First, he discusses the certain appearance of false teachers (2:1-3a). The repeated word “shall” emphasizes certainty. Let’s briefly look at each of these.
- There shall be false teachers (v. 1). This is just as sure as there are false prophets in Israel.
- They shall introduce heretical teachings (v. 1). Heresies are human opinions that divide from the truth. “Damnable” means they are heresies that damn in “swift (sudden) destruction.” (This passage anticipates 3:10). Notice how these heresies involve denying the Lord (Greek despotes – an absolute master) who bought them. Jesus died for those who perish as well as for the saved.
- They shall exploit (“make merchandise of“) the church by trafficking in false doctrine (v. 3). They are motivated by the lust of self-glorification. Their method of doing so is through feigned, fabricated, and made up speech. (The Greek word used here is the origin of our word “plastic.”)
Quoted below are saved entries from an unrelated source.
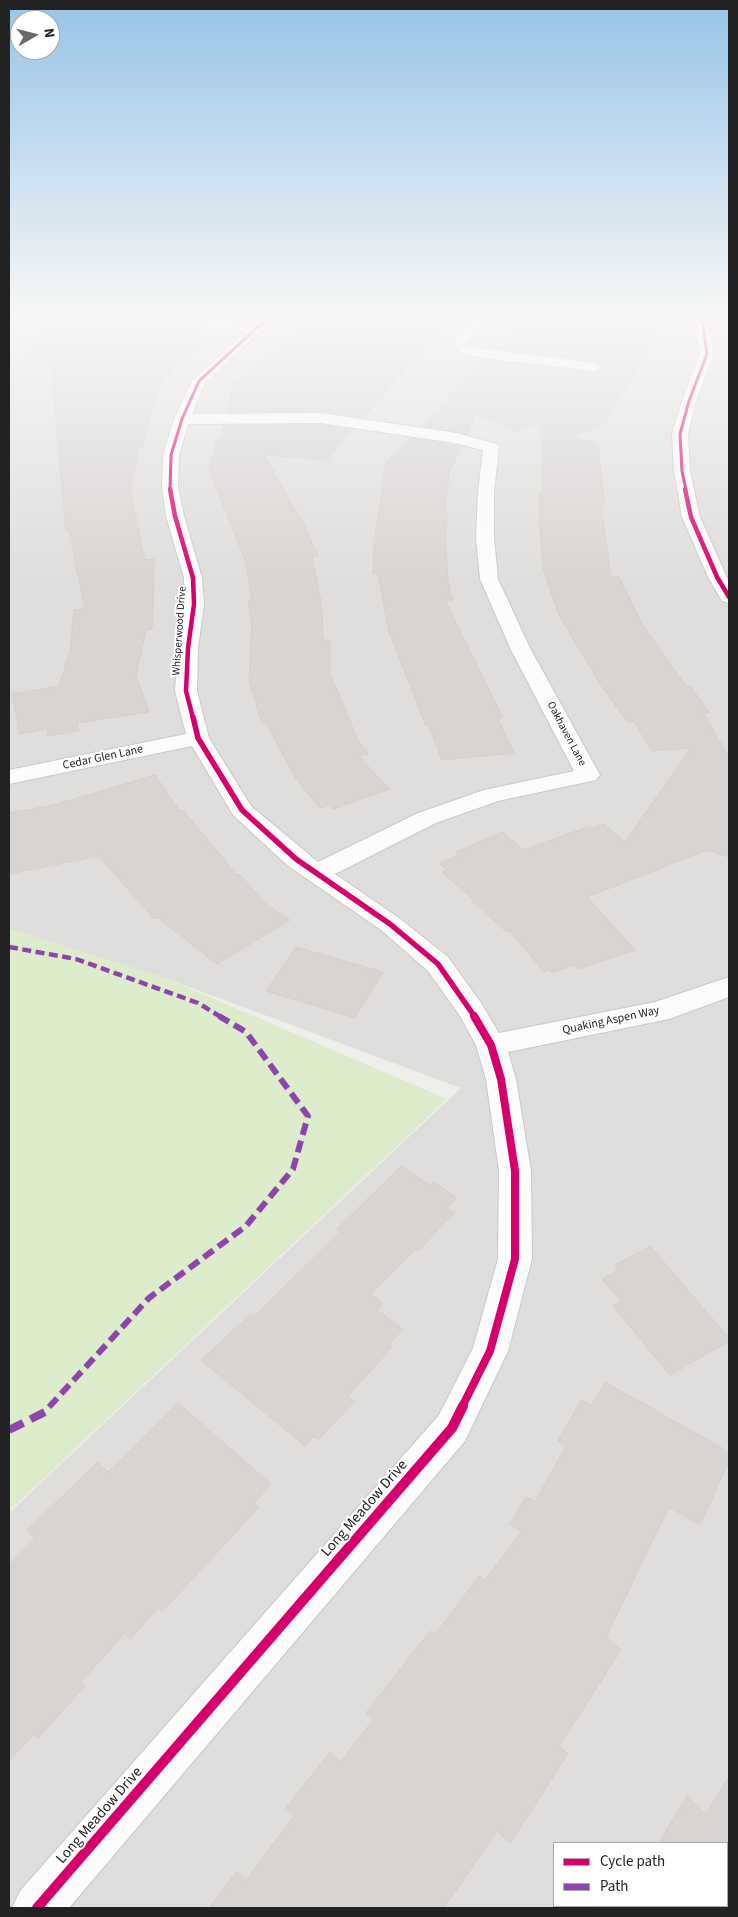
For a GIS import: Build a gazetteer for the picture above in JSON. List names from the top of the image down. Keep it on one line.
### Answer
{"streets":{"street":["Whisperwood Drive","Oakhaven Lane","Cedar Glen Lane","Quaking Aspen Way","Long Meadow Drive"]},"crossings":[["Whisperwood Drive","Oakhaven Lane"],["Whisperwood Drive","Cedar Glen Lane"],["Whisperwood Drive","Quaking Aspen Way"],["Whisperwood Drive","Long Meadow Drive"],["Quaking Aspen Way","Long Meadow Drive"]],"legend":["Cycle path","Path"],"north":"right"}
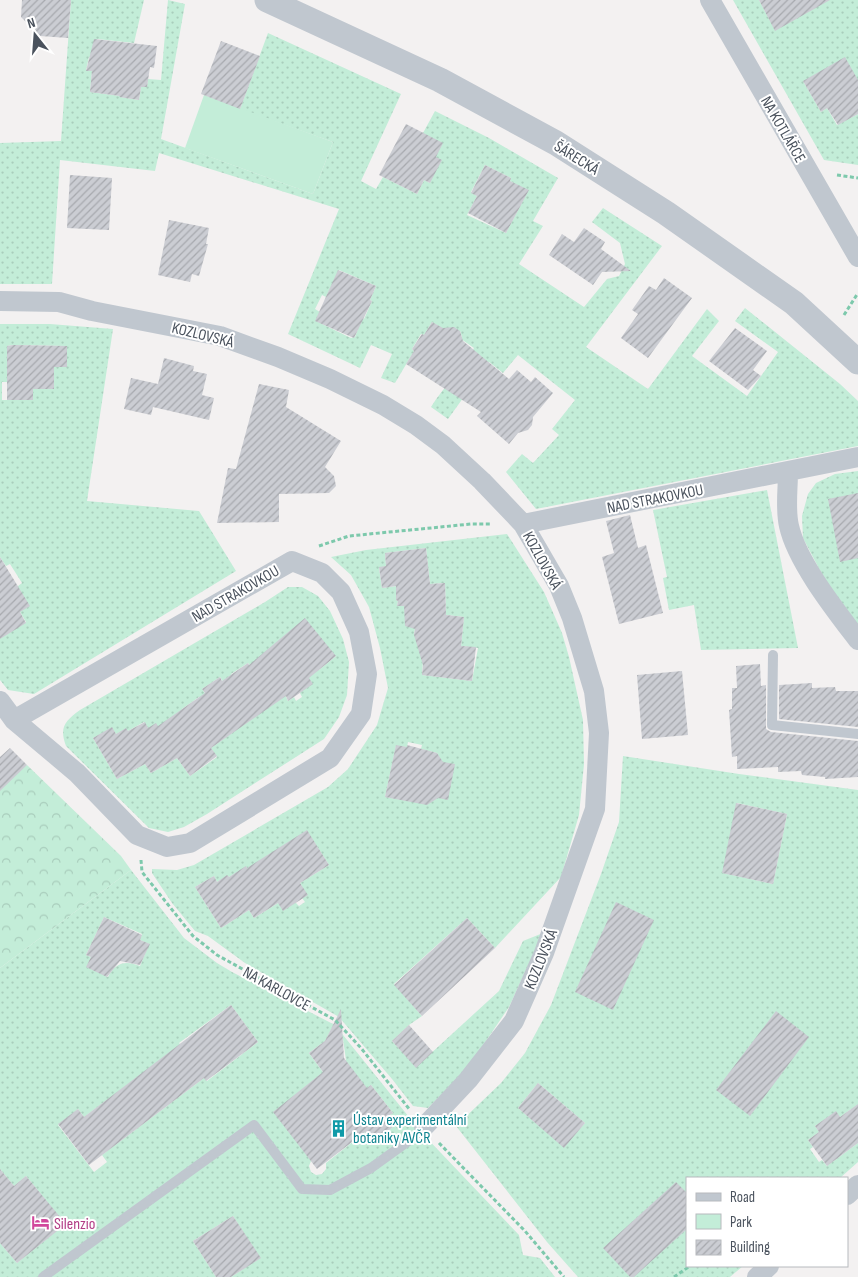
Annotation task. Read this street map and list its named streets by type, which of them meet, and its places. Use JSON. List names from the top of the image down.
{
  "streets": {
    "street": [
      "NA KOTLÁŘCE",
      "ŠÁRECKÁ",
      "KOZLOVSKÁ",
      "NAD STRAKOVKOU"
    ],
    "path": ["NA KARLOVCE"]
  },
  "crossings": [
    ["KOZLOVSKÁ", "NAD STRAKOVKOU"],
    ["KOZLOVSKÁ", "NA KARLOVCE"],
    ["NAD STRAKOVKOU", "NA KARLOVCE"]
  ],
  "places": {
    "building": ["Ústav experimentální botaniky AVČR"],
    "hotel": ["Silenzio"]
  },
  "legend": ["Road", "Park", "Building"],
  "north": "top"
}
- Many shall follow them (v. 2). They will be successful in spite of their “pernicious” ways. (This word has same Greek root as “damnable” and “destruction” in v. 1.) The shameless lives of the false teachers and their followers will bring the whole Christian way into disrepute. The “evil spoken of” is literally “blasphemed.”
Second, he discusses the certain judgment of false teachers (2:3b-9). His discussion of this is mingled with the promise of deliverance for the faithful. Verse 3b asserts the fact of sure judgment of false teachers in an interesting way. This verse states that the sentence of judgment was long ago passed and will certainly be executed (same Greek word for “destruction.”).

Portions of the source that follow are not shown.